Topvisor: User-Centric SaaS
Tools
Figma, Jira, Github
Timeline
6 months
Device
Web, Mobile
Topvisor is a suite of SEO and analytics tools built for agencies and professionals. I led the end-to-end design of a brand new Competitor Research Tool, conceptualized and built from scratch as a flagship addition to Topvisor’s SaaS platform. Unlike other modules I had redesigned previously, this was a greenfield project — requiring foundational UX strategy, design system alignment, and user-driven discovery to bring the tool to life.

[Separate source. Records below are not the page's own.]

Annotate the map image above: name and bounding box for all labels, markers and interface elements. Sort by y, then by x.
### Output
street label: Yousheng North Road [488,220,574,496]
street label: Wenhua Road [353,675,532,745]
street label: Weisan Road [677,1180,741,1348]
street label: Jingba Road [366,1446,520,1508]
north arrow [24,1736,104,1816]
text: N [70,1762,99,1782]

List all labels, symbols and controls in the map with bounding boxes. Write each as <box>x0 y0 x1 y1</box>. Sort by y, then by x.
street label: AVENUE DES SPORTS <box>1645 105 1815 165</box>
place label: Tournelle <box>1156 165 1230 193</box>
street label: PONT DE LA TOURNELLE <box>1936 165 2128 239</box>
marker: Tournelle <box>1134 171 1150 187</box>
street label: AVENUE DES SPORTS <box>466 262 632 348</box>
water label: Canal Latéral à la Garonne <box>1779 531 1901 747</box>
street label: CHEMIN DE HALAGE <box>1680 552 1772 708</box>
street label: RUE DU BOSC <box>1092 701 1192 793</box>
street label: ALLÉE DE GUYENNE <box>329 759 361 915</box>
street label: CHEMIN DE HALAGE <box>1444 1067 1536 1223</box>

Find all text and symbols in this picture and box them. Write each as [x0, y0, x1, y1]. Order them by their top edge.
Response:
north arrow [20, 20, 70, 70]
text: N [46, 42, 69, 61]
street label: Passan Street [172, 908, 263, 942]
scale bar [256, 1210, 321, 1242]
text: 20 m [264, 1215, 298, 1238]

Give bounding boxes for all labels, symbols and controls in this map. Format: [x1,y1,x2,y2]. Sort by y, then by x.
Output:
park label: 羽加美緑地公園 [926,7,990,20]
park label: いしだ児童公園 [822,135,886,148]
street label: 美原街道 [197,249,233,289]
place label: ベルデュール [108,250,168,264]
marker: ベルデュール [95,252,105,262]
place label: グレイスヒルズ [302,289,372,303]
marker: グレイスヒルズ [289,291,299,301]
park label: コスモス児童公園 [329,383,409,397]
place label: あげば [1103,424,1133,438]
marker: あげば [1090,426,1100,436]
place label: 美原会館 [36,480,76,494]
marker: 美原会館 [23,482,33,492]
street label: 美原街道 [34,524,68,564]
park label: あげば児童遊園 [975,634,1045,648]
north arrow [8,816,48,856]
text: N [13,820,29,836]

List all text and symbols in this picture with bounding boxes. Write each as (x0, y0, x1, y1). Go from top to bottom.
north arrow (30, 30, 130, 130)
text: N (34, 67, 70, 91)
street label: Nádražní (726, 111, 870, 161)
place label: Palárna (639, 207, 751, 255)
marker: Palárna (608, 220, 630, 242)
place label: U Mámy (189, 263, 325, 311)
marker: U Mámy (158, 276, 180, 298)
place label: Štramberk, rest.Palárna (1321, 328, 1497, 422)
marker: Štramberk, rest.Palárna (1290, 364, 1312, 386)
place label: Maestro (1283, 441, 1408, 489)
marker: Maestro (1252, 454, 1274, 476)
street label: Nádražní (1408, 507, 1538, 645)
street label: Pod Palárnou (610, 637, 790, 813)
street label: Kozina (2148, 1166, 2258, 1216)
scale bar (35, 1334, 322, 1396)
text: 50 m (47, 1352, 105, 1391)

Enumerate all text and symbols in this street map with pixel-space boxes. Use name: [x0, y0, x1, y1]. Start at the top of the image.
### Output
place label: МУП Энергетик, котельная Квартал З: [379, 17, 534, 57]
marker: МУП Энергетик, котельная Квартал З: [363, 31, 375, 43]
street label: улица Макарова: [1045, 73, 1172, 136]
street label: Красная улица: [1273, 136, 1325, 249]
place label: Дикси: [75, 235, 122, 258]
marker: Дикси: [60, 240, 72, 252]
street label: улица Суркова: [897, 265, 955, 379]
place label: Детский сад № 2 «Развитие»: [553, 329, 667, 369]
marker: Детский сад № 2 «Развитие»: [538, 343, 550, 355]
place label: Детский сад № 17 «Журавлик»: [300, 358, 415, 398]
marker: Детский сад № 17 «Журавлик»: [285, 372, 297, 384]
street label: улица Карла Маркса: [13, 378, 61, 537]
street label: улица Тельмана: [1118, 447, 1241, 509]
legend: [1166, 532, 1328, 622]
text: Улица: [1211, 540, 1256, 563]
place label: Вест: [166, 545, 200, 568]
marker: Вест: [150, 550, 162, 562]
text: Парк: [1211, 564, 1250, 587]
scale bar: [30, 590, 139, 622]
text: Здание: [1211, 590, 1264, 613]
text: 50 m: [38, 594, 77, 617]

The goal was to create a competitive analysis product that empowers users to identify and analyze their SEO and PPC competitors across search engines — quickly, visually, and without overwhelming complexity.
User Research
To ensure the tool addressed actual user pain points, I initiated a lean discovery phase using Jobs-To-Be-Done (JTBD) and design thinking principles:
Conducted 5 in-depth interviews with SEO consultants and in-house marketers
Mapped their workflows and data needs using journey mapping
Ran UX audits of competitors (Ahrefs, SEMrush, SpyFu) to identify opportunities for differentiation
Facilitated wireframe co-creation sessions to validate information hierarchy and insight relevance
Using affinity mapping, we synthesised feedback into actionable design goals. This led to the definition of two core personas:
Agencies and consultants who need fast, visual insights for clients
In-house teams seeking structured, reliable reporting tools
Key Outcomes:
De-scoped features using MoSCoW prioritisation, reducing time-to-market
Persona needs directly informed tool architecture and feature flow
Prototype usability success rate increased from 57% → 92%
Goals
This wasn’t just a visual UI challenge — users needed to uncover real competitors based on SERP behavior, shared keywords, and ad visibility, across engines like Google and Yandex. From a business perspective, this tool needed to:
Increase product stickiness and user retention
Drive upgrades by expanding perceived value of the Topvisor suite
Provide new monetisable insights not available in legacy modules
Product Design Strategy
We used Lean UX and RICE prioritisation to manage velocity and business value. The foundational design strategy focused on clarity through progressive disclosure, exposing the right insights at the right time without overwhelming users.
The interface emphasised:
SERP-based keyword clustering, grouping domains by real-world visibility patterns
Preview cards of real search results, enriched with organic and ad placements
Color-coded visual tables and compact filters for engine/device/context — all scoped to avoid global resets
Deep Thinking Workshops

As this was a greenfield project, I ran collaborative deep thinking workshops to ensure we were building the right product, not just the right UI:
Information architecture mapping to define the base hierarchy of competitor analysis
Priority flows to identify what insights matter most and in what sequence
Card sorting to validate mental models and reduce decision fatigue
Scenario-based design to simulate real-world consultant use cases
These led to critical decisions like:
Keyword clusters as the primary lens
Filtering scoped per context rather than global
Pre-configured quick reports based on user goals
Report Anatomy
I designed a modular report structure that allowed users to:
Build and export structured reports without formatting manually
Analyse graphical data, tables
Filter and view report on user's terms
And do it all on the mobile as well
Outcomes
Competitor Research Tool launched as a net-new product within Topvisor
Activation rate exceeded targets within the first 60 days
Support tickets related to competitive insights dropped significantly
Self-reported confidence and clarity increased based on post-launch interviews
Task completion success rate jumped from 57% to 92% in final usability tests
Reflection
This project was a rare opportunity to bring a brand-new SaaS product to life from zero. It confirmed my belief that enterprise-grade tools don’t have to be intimidating — clarity, prioritisation, and empathy can turn dense data into decisive insights.
By anchoring design decisions in real user workflows and leveraging frameworks like JTBD, RICE, and Lean UX, we were able to deliver a product that was not only technically robust, but also user-loved and adoption-ready.